To check if you are using a child theme or not, go to the Themes page and click on Theme Details for your active theme. If it’s a child theme, you will see a notice:
Delete a WordPress theme from the database
The above methods address the removal of theme files from your site.
But themes also store some information in the database. For example, any customization options are saved in the database and when you delete a theme this information may be left over. Additionally, a theme may have registered Custom Post Types and the content will be left behind when the theme is removed.
This kind of cleanup gets a bit more technical and it’s not strictly necessary. Consider the following to be “bonus” tips.
Removing theme-specific Custom Post Type content
Custom Post Types are additional types of content beyond the standard posts and pages.

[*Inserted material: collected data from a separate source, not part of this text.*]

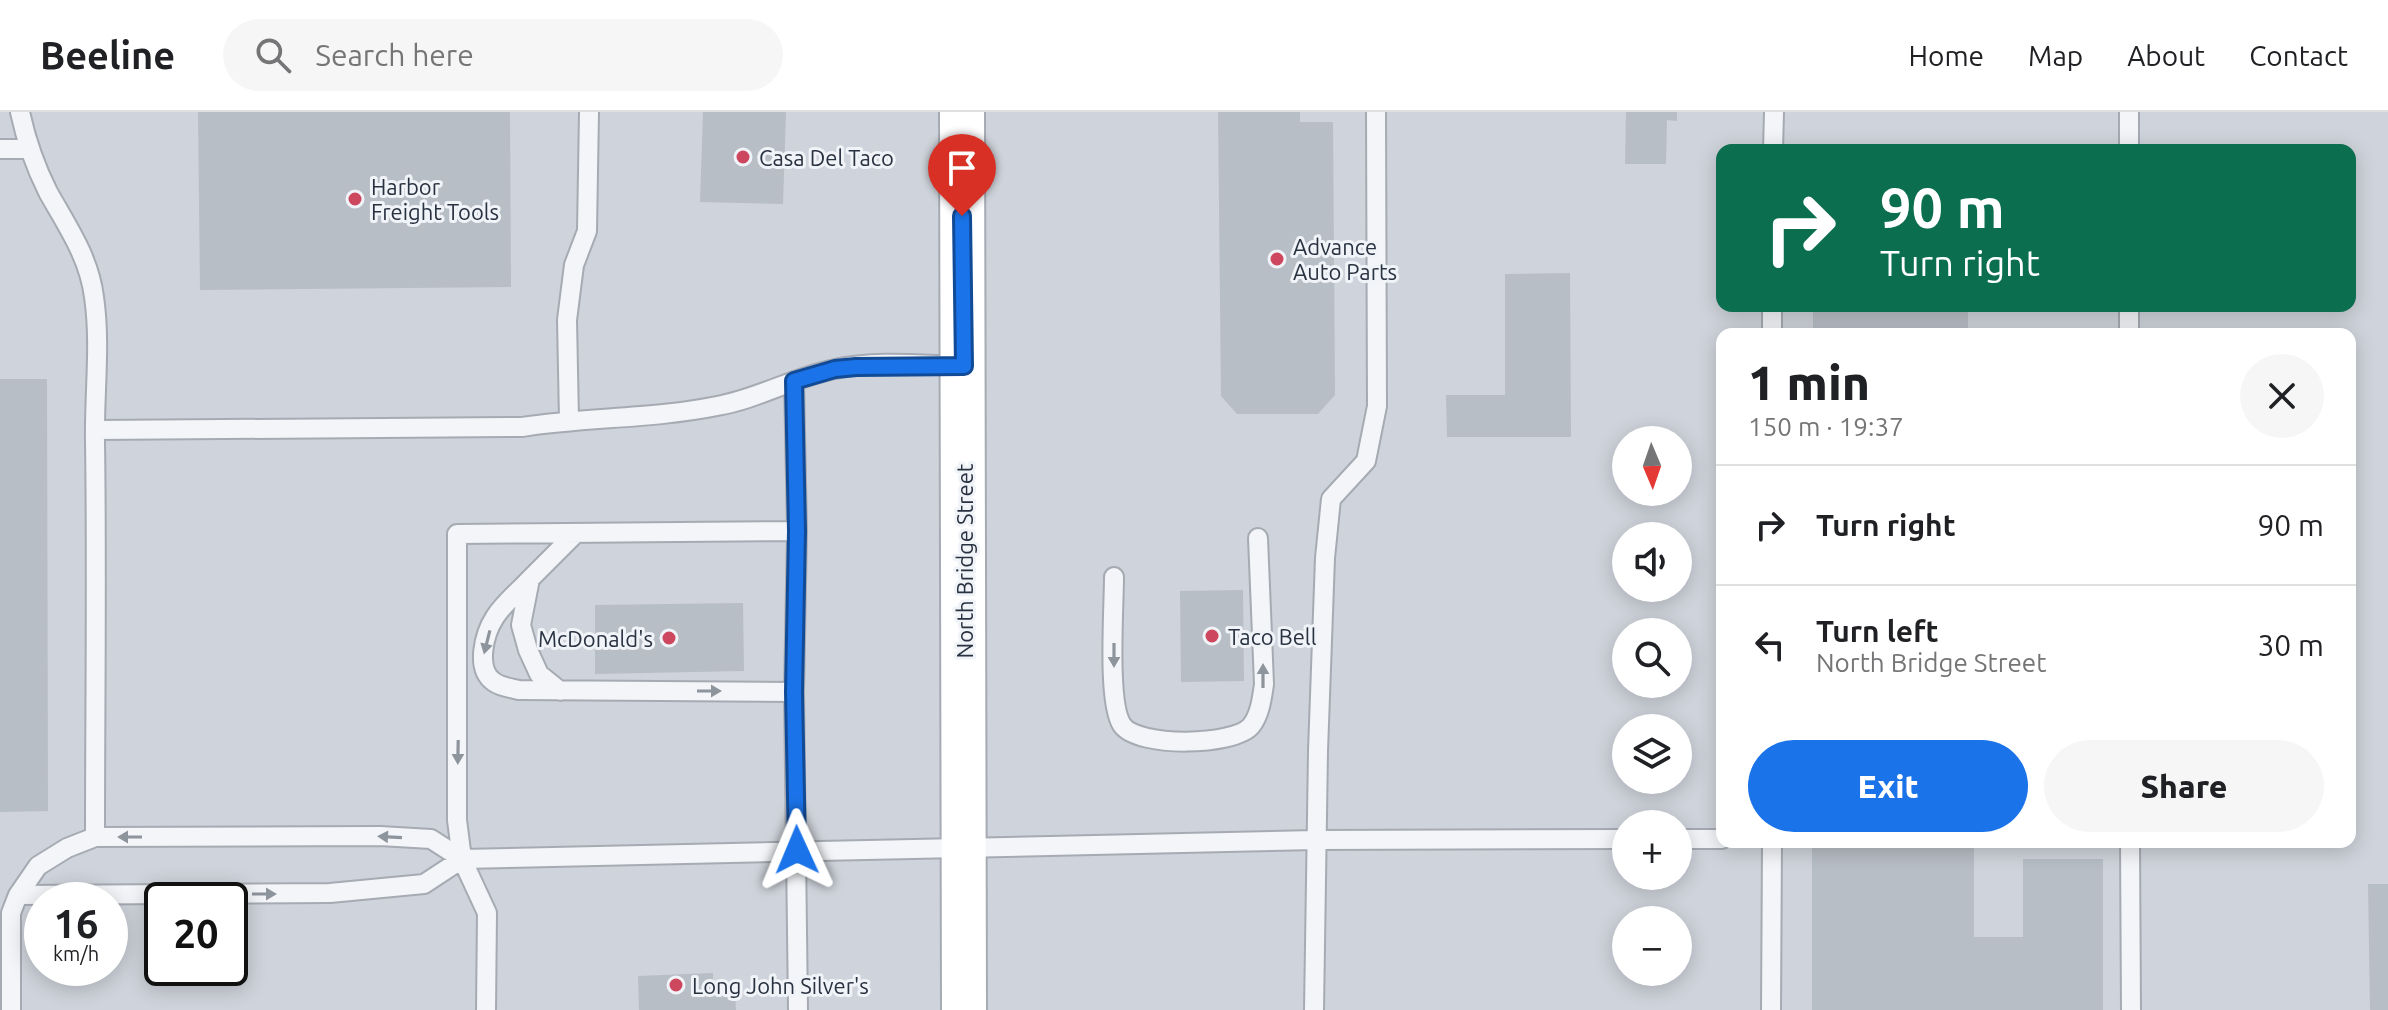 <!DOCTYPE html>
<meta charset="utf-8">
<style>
:root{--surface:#fff;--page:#f6f6f6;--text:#202124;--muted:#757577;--line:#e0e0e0;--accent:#1a73e8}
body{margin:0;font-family:Ubuntu,sans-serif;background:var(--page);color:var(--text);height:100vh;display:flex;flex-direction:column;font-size:30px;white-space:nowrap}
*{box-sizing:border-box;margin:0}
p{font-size:26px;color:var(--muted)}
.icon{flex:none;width:44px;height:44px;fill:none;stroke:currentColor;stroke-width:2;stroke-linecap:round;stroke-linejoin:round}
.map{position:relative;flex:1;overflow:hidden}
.drawer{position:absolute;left:1716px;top:216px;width:640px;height:520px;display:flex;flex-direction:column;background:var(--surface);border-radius:16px;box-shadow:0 4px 20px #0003}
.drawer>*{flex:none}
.hud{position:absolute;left:1716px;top:32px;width:640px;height:168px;border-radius:16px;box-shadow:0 4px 20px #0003;background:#0b6e4f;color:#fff;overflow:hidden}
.needle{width:52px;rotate:178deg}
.controls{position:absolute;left:1612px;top:314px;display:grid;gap:16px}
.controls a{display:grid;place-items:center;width:80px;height:80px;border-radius:50%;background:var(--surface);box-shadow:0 4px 20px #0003;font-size:40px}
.speed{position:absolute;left:24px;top:770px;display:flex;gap:16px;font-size:40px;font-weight:700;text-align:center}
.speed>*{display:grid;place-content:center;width:104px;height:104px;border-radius:50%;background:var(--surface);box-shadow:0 4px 20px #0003;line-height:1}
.speed small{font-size:20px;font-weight:400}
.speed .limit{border:4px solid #111;border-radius:12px;background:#fff;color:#111}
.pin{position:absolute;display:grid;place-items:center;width:68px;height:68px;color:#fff;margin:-82px -34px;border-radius:50% 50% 50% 0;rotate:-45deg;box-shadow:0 0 8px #0007}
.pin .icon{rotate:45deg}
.me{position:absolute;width:88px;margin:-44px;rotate:359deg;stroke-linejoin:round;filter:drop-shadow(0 0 6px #0008)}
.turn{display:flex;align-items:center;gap:28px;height:168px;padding:0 32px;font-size:36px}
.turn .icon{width:104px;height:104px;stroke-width:2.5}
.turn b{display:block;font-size:56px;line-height:68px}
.round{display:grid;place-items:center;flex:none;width:84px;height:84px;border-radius:42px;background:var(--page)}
.headline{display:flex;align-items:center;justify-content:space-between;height:136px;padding:0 32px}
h1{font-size:48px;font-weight:800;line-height:60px}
.cta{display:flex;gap:16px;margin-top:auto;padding:16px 32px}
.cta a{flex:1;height:92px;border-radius:48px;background:var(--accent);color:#fff;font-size:32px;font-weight:800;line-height:92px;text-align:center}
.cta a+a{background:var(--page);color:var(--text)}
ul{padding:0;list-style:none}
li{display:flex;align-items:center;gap:24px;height:120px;padding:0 32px;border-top:2px solid var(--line)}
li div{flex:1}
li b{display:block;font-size:30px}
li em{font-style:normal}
header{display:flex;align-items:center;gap:48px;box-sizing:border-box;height:112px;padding:0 40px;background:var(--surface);border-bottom:2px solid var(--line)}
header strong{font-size:38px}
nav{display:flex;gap:44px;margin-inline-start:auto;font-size:28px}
.search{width:560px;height:72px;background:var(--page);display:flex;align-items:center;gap:20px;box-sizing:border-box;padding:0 28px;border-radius:44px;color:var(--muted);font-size:30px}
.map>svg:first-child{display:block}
</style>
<header>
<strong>Beeline</strong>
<div class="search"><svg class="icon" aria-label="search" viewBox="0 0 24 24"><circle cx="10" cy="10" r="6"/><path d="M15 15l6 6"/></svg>Search here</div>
<nav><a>Home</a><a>Map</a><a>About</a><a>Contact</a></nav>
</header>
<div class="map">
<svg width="2388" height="898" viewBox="0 0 2388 898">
<rect width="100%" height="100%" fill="#e1e4e9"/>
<path fill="#cfd3db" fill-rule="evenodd" d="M0,0H2388V898H0ZM1722,38H2350V194H1722ZM1722,222H2350V730H1722ZM1626,328H1678V380H1626ZM1626,424H1678V476H1626ZM1626,520H1678V572H1626ZM1626,616H1678V668H1626ZM1626,712H1678V764H1626ZM42,788H110V856H42ZM162,788H230V856H162ZM1626,808H1678V860H1626Z"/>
<path fill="#b8bec6" d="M198,0H510L511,175L200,178Z
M703,0H786L783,92L700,90Z
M1218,0H1300V10H1333L1335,283L1318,302H1237L1221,284Z
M1626,0H1677V9L1667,8L1666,52H1625Z
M1570,161L1571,325H1447L1446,283H1505V162Z
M1813,194H1968V222H1813Z
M0,267H47L48,699L0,700Z
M1243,478L1244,569L1181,570L1180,479Z
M743,491L744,559L595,562V493Z
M1812,730H1974V825H2023V747H2103V898H1812Z
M2368,772H2388V898H2370Z
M713,861V883L735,882L736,898H639L638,864Z"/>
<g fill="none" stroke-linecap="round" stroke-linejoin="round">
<g stroke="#a6abb3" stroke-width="22">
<path id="lane" d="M0,37H29
M1773,38L1774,0
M2129,38V0
M1772,194V222
M2129,194V222
M794,269L797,419L794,580L798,898
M569,308L567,208L574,153L587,119L589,0
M95,318L522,315C586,305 653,307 717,294C758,287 794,265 835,257C876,248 922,253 964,254
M1114,465C1114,496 1107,591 1122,613C1138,636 1234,634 1251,614C1260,603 1262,586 1264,572L1258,426
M530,467C519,479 504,491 495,505C484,522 475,557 494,570C501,575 511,576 519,578L794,580
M560,579L539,562L528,538L521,513L530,467L576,421
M95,725L380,724L431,727L462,747
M1678,727H1722
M2130,730L2131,898
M18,783L330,781L424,772L462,747L1316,728L1626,727
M11,898V801L18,783L38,754L67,736L95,725C95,594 97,462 95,330C94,282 101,233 94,185C89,145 67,114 48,80C35,54 26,28 20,0
M486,898L487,801L462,747L457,708V422L797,419
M1314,898L1318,639L1325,446L1331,387L1366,349L1377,294L1376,0
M1771,898L1772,730"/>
</g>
<g stroke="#a6abb3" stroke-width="48">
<path id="secondary" d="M962,0L964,898"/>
</g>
<use href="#lane" stroke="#f3f5f8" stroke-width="18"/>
<use href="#secondary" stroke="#fff" stroke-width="44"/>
</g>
<defs><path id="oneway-solid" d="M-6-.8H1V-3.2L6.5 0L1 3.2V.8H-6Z" transform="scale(2)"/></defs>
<g fill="#8e949c">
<use href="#oneway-solid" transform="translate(487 530) rotate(104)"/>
<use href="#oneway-solid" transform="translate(1114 543) rotate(90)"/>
<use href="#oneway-solid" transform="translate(1263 564) rotate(-90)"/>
<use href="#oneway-solid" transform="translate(709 579)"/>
<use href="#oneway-solid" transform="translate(458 640) rotate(91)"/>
<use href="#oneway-solid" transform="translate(130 725) rotate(180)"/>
<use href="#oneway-solid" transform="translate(390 725) rotate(-177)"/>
<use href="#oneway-solid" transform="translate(264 782)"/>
</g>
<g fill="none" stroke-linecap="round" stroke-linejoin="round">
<g stroke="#114b97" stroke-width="20">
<path id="route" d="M797,738L794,580L797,419L794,269L835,257L856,255L964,254L962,104"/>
</g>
<use href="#route" stroke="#1a73e8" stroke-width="14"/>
</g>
<g fill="#cd475e" stroke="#f0f3f7" stroke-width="3">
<circle cx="743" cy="45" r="8"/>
<circle cx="355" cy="87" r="8"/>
<circle cx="1277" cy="147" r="8"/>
<circle cx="1212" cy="524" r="8"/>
<circle cx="669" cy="526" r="8"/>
<circle cx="676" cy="873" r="8"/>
</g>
<g text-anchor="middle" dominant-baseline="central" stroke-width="6" stroke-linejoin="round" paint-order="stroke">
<g font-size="22" fill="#293241" stroke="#f0f3f7" text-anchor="start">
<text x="759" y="45">Casa Del Taco</text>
<text x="371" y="74">Harbor<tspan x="371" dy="25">Freight Tools</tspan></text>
<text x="1293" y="134">Advance<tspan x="1293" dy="25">Auto Parts</tspan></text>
<text x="1228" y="524">Taco Bell</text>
<text x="653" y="526" text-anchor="end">McDonald's</text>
<text x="692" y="873">Long John Silver's</text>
</g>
<g font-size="22" fill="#293241" stroke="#f0f3f7">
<text transform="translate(964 449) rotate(-90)">North Bridge Street</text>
</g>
</g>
</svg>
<div class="controls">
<a><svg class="needle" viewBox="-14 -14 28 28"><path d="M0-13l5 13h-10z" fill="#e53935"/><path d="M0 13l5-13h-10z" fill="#757577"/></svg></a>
<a><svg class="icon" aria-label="sound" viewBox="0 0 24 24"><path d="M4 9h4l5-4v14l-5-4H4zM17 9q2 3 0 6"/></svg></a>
<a><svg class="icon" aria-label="search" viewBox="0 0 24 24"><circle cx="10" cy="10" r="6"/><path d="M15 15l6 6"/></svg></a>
<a><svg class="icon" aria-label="layers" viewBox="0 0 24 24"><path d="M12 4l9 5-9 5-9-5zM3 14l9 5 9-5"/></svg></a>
<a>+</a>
<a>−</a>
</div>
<div class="speed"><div>16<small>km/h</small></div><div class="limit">20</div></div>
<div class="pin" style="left:962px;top:104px;background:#d93025"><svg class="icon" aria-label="arrive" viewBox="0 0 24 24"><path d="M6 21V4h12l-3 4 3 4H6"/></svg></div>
<svg class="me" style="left:797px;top:738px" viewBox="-20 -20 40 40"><path d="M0-17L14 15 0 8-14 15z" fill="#1a73e8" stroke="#fff" stroke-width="4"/></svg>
<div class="hud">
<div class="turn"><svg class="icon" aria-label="right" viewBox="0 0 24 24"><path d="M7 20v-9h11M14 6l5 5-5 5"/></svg><div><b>90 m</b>Turn right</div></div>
</div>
<section class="drawer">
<div class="headline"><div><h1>1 min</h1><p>150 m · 19:37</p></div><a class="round"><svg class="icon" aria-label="close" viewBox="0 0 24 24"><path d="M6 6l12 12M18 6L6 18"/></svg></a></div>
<ul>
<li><svg class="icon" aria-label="right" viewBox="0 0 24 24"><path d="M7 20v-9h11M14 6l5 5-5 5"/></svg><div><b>Turn right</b></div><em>90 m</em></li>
<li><svg class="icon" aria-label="left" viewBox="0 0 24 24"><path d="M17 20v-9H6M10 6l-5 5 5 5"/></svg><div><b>Turn left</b><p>North Bridge Street</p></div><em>30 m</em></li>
</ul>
<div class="cta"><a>Exit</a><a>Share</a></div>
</section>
</div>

When you activate a theme, if you see more menu tabs in your admin with items like Portfolio, Slider, etc, these are custom post types.
If you wish to clean these up after you’ve already deleted the theme, there is a handy plugin called Custom Post Type Cleanup.
This gives you a simple interface from which you can remove unused custom post types.
If you’ve installed and deleted multiple themes and plugins in the past, you may be surprised at how much unused content there is:
Before taking this step, I recommend you check your site to make sure you don’t need to retain the information from this content for any reason. If you do, you can use the option to re-register the post types temporarily, then you can copy/paste any content you want to keep into a file or into other posts/pages.
Is there any advantage to keeping this content?
If you think that you might reinstall the associated theme or plugin in the future, keeping the content will mean that it will magically reappear as soon as you reactivate that theme. But it you delete it, it’s gone forever (except for of course that database backup you have, right?!)
Removing theme-specific database entries
If you want to do a full surgical removal of everything in the database, you’ll need a tool like Advanced DB Cleaner PRO.
To test it, I went fishing for leftovers in the database after deleting the theme from the admin. Using this plugin I found several remnants and was able to successfully remove them:
The search is case sensitive, so searching for “jupiter” will find different entries than searching for “Jupiter”. I’m not picking on this specific theme – I found leftovers with others too because there isn’t really a standard way that themes clean up this kind of data on deletion.
This step probably isn’t necessary in the vast majority of cases, but it is just about the only way to to do a deep clean and thorough removal.
I would certainly recommend making a database backup before using this or any plugin that removes content from your database….. just in case!
- Some themes require or recommend companion plugins for use with the theme. Those could be deleted as well.
- Demo content: If you imported the theme’s demo content when setting up your site, it would have created several posts/pages. If they are no longer needed, manual deletion of this content from your admin is easiest.
- Demo images: These likely came along with the demo content mentioned above. Try a plugin like Media Cleaner to identify unused images.
In conclusion, deleting a theme from your site can be as simple as clicking a button in your WordPress admin. But if you want to get into the gory details you’ll need a couple of extra tools and a little technical know-how.